Doch zurück nach Mytischtschi. Dieser Schießstand hatte für den sowjetischen Sport eine große Bedeutung und war fast schon legendär (insoweit paßt der Vergleich mit dem Stand in München-Hochbrück). Nach größeren Umbauten wurde hier die UIT-Weltmeisterschaft 1958 ausgetragen. 1980 folgten die Schießwettbewerbe der Olympischen Sommerspiele und 1990 erneut die ISSF-WM. Die Anlage war eine der größten ihrer Art in der UdSSR; dort wurden zahlreiche nationale und internationale Wettkämpfe ausgetragen. Ferner waren und sind dort zahlreiche Schießklubs beheimatet.

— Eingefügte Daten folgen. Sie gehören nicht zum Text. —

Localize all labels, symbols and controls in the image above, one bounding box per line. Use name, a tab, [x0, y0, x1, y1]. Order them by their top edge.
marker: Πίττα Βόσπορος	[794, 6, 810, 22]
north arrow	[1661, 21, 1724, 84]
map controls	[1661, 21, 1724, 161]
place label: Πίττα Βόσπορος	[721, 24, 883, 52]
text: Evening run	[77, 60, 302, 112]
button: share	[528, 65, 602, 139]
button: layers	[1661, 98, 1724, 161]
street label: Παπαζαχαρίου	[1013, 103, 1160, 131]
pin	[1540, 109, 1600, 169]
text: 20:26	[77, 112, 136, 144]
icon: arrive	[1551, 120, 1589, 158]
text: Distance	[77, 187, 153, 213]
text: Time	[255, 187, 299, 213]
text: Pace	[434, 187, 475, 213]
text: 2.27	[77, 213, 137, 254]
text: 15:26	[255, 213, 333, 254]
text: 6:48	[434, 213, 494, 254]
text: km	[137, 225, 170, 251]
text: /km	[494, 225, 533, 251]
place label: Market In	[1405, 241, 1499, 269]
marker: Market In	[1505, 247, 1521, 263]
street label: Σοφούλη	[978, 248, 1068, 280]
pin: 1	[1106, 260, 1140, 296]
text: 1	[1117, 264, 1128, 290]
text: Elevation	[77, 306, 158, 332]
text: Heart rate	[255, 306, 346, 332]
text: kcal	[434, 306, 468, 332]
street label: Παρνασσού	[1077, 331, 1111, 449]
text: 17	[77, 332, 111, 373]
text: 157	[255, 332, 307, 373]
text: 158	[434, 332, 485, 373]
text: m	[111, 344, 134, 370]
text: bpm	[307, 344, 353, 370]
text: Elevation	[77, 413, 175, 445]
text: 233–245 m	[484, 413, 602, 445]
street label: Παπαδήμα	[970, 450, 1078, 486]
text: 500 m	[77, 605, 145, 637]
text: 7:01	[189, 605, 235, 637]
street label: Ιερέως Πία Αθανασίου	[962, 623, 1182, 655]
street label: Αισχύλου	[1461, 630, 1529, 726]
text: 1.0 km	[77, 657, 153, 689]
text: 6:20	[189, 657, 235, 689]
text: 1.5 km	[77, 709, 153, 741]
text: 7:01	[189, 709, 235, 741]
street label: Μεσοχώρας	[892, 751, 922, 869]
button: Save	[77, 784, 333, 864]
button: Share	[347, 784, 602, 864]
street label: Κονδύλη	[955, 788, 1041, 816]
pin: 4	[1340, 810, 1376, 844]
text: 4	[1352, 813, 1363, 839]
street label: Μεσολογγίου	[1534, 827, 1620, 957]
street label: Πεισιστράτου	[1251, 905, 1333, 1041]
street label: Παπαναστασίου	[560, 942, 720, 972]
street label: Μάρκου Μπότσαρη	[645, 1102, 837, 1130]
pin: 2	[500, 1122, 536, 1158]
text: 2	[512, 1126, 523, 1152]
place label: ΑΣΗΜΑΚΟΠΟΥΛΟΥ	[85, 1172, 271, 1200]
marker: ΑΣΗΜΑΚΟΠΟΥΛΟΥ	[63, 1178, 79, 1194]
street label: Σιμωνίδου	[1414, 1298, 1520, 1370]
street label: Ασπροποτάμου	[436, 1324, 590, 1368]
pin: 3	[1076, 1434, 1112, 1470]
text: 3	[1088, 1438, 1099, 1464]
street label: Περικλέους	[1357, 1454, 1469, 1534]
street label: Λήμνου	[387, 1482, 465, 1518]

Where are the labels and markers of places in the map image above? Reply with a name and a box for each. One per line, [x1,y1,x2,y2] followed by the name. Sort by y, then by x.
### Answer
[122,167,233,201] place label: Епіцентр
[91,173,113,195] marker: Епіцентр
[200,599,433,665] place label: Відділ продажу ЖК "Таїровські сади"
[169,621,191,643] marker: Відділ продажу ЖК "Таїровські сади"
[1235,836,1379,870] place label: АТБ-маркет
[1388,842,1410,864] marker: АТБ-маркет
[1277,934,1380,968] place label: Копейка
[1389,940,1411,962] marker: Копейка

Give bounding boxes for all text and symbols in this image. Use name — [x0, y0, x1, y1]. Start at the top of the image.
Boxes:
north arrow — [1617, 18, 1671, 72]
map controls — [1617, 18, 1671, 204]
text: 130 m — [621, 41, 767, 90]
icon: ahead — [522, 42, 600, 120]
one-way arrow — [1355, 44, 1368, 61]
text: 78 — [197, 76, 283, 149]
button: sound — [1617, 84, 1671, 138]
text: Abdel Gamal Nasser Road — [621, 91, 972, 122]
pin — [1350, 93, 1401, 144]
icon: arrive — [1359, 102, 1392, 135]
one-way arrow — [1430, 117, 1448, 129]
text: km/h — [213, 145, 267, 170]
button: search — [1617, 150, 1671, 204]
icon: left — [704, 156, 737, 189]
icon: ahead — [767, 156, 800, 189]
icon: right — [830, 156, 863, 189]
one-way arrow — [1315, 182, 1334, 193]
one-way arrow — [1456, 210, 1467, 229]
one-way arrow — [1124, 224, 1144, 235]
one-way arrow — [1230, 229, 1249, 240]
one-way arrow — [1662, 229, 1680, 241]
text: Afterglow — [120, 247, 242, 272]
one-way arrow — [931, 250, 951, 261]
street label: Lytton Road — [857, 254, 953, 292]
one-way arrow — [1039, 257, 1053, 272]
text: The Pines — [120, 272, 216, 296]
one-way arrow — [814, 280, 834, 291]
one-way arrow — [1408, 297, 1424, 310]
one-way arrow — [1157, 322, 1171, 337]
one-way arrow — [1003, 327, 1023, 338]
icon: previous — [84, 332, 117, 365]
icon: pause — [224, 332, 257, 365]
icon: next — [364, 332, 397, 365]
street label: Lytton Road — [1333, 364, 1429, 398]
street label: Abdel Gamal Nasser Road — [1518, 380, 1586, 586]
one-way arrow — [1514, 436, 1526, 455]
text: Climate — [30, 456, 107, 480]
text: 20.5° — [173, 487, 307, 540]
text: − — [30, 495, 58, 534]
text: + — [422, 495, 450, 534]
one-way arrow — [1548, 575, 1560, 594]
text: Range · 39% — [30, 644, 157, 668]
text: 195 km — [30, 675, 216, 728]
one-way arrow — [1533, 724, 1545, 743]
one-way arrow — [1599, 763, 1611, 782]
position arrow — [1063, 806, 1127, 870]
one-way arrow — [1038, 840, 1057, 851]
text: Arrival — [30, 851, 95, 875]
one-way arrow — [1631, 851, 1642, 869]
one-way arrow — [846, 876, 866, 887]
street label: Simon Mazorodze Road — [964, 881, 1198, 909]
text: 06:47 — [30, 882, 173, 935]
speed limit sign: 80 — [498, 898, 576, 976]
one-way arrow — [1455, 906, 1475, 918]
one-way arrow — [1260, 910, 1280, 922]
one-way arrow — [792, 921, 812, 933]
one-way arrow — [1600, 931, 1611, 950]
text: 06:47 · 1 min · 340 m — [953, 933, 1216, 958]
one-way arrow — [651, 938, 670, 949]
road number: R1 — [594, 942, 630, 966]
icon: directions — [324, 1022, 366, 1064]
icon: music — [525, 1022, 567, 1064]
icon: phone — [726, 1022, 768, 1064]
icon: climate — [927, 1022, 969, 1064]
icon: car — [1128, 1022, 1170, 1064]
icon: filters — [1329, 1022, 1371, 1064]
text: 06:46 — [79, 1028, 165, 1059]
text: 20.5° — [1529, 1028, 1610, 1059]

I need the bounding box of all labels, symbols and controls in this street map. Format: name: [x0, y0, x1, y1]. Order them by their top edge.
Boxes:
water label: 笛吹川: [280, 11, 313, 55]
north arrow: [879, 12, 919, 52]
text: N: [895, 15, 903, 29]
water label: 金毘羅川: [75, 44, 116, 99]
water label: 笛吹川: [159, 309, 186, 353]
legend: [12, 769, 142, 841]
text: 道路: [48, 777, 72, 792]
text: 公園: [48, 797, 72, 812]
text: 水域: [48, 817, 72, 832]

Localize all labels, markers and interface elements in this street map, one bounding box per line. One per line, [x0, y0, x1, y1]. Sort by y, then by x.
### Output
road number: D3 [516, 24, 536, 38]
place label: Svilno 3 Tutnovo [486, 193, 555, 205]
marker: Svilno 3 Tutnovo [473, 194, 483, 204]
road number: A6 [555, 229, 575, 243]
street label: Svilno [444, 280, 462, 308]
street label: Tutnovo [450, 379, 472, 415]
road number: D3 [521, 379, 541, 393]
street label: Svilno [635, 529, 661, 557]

Nach dem Ende der UdSSR begann eine Odyssee um das Gelände, das zwischenzeitlich unter obskuren Umständen mehrfach die Besitzer gewechselt hat und heute der Errichtung von Luxusvillen dient. Der Schießbetrieb wurde schon vor Jahren weitgehend eingestellt und die Schießstände verfielen oder wurden sogar abgerissen. Derzeit wird ein Rechtsstreit mit dem Ziel geführt, die Anlage an Dynamo zurückzugeben und wieder für den Schießsport herzurichten. Ob dieses Unterfangen trotz eines positiven Gerichtsurteils vom April 2010 gelingen wird, bleibt abzuwarten. Immerhin haben es die Moskauer im Oktober letzten Jahres geschafft, eine Demonstration für die Wiederherstellung des Schießstandes zu organisieren (siehe auch das Video unten).